D’autres Polonais notables figurent également dans le récit. Parmi eux se trouve Janusz Korczak, connu comme le directeur de l’orphelinat du ghetto de Varsovie qui a refusé d’abandonner ses enfants juifs lorsqu’ils ont été déportés à Treblinka. Tuck imagine que Czeslawa a lu son livre pour enfants populaire de 1933, « Kaytek le sorcier ». À Auschwitz, elle et une petite amie récitent les passages magiques incantatoires du livre, dans l’espoir que leur propre vie soit transformée.

Tadeusz Borowski, célèbre pour son recueil de nouvelles se déroulant à Auschwitz, « Par ici pour le gaz, mesdames et messieurs », apparaît également. Les citations de Tuck tirées de son livre incluent une description brûlante d’une mère, avide de vie, fuyant en vain son propre enfant condamné. Borowski, qui n’était pas juif, a survécu à Auschwitz et à Dachau mais s’est suicidé à Varsovie en 1951, à l’âge de 28 ans (Tuck dit à tort qu’il avait 29 ans).

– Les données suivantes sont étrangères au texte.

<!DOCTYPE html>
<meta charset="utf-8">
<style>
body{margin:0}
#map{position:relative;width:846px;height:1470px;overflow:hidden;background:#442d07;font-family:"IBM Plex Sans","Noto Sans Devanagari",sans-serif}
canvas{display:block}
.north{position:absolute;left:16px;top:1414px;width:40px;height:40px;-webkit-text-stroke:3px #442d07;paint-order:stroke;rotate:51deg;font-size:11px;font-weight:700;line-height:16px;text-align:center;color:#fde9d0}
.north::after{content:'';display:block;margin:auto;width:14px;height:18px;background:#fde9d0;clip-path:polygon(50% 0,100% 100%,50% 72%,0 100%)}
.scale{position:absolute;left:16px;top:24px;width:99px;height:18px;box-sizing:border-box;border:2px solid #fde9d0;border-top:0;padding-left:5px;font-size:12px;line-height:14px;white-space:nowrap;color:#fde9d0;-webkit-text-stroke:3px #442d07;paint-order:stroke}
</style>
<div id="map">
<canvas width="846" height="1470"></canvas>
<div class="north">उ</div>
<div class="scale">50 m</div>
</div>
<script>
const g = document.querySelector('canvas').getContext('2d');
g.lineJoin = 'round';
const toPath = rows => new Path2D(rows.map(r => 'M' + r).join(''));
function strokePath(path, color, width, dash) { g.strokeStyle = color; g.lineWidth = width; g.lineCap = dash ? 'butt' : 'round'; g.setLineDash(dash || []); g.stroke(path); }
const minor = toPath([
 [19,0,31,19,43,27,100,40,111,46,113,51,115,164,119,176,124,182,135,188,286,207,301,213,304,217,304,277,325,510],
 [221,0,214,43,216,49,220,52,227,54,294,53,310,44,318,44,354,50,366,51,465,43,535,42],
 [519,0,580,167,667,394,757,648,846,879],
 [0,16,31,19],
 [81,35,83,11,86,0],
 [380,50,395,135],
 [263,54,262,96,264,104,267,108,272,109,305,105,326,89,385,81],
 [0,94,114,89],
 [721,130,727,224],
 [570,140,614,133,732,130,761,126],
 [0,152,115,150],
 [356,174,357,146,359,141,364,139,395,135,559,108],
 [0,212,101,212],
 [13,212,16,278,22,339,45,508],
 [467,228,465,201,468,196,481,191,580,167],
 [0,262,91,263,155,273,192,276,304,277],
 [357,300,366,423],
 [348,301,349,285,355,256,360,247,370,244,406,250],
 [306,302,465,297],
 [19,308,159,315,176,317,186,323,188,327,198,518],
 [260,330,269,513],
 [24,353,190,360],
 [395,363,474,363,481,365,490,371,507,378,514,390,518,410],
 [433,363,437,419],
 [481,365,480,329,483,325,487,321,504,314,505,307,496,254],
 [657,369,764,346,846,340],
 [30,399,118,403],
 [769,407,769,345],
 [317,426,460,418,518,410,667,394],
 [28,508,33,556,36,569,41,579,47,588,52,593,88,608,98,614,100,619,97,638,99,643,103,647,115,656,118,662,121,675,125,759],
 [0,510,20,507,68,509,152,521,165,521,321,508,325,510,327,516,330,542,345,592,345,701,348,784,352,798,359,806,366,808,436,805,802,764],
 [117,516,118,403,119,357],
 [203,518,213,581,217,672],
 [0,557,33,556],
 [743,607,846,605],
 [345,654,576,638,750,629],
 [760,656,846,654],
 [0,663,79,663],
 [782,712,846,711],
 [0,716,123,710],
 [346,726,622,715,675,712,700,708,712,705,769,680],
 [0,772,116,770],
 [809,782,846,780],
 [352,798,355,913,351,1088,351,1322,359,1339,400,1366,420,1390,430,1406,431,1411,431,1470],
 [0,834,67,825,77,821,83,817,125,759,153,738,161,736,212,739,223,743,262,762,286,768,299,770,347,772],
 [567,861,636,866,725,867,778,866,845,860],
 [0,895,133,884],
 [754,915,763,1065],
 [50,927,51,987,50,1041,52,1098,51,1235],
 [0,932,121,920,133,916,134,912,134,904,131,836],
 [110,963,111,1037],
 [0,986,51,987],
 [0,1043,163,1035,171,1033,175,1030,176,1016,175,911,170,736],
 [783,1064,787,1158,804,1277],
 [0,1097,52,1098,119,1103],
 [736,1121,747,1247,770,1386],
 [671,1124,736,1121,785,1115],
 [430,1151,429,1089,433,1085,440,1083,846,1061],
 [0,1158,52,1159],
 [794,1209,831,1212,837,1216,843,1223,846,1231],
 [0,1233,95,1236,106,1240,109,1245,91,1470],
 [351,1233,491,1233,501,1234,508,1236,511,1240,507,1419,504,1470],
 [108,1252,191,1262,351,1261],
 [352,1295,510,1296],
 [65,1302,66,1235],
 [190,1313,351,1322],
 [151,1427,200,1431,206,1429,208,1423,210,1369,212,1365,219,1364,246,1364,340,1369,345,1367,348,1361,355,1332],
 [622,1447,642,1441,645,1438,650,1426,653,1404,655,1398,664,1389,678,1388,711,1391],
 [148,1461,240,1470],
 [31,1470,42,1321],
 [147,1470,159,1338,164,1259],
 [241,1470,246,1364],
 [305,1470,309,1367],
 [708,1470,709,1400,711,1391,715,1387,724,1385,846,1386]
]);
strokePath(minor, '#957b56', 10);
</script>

Czeslawa et sa mère ne sont pas envoyées dans les chambres à gaz. Au lieu de cela, ils effectuent un travail éreintant dans le froid, avec des rations de famine et peu de sommeil. Ils habitent une ancienne écurie fétide et surpeuplée. La mort les entoure et les menace. À un moment donné, ils volent les chaussures d’un cadavre. Et un matin sombre, après avoir été réveillés pour l’appel, ils sont témoins des conséquences d’une tentative d’évasion ratée : « Une lumière vive provenant d’une des tours de garde éclaire la clôture de barbelés électrifiée et la femme qui y est suspendu.

Pour contrecarrer de telles images d’horreur, Czeslawa évoque des extraits de son passé, notamment un poulet qu’elle aimait et un chien de garde qu’elle craignait. Les souvenirs sont, bien sûr, ce qui lui reste. Pendant ce temps, sa mère, Katarzyna, oublie peu à peu son mari antipathique. Son réconfort réside dans le fait de fantasmer sur un beau pilote qu’elle a embrassé une fois, sur une vie qu’elle aurait pu vivre. «C’est un conte de fées», dit-elle à Czeslawa. Leur propre vie, nous le savons, ne connaîtra pas une fin de conte de fées.

Julia M. Klein est journaliste et critique culturelle à Philadelphie.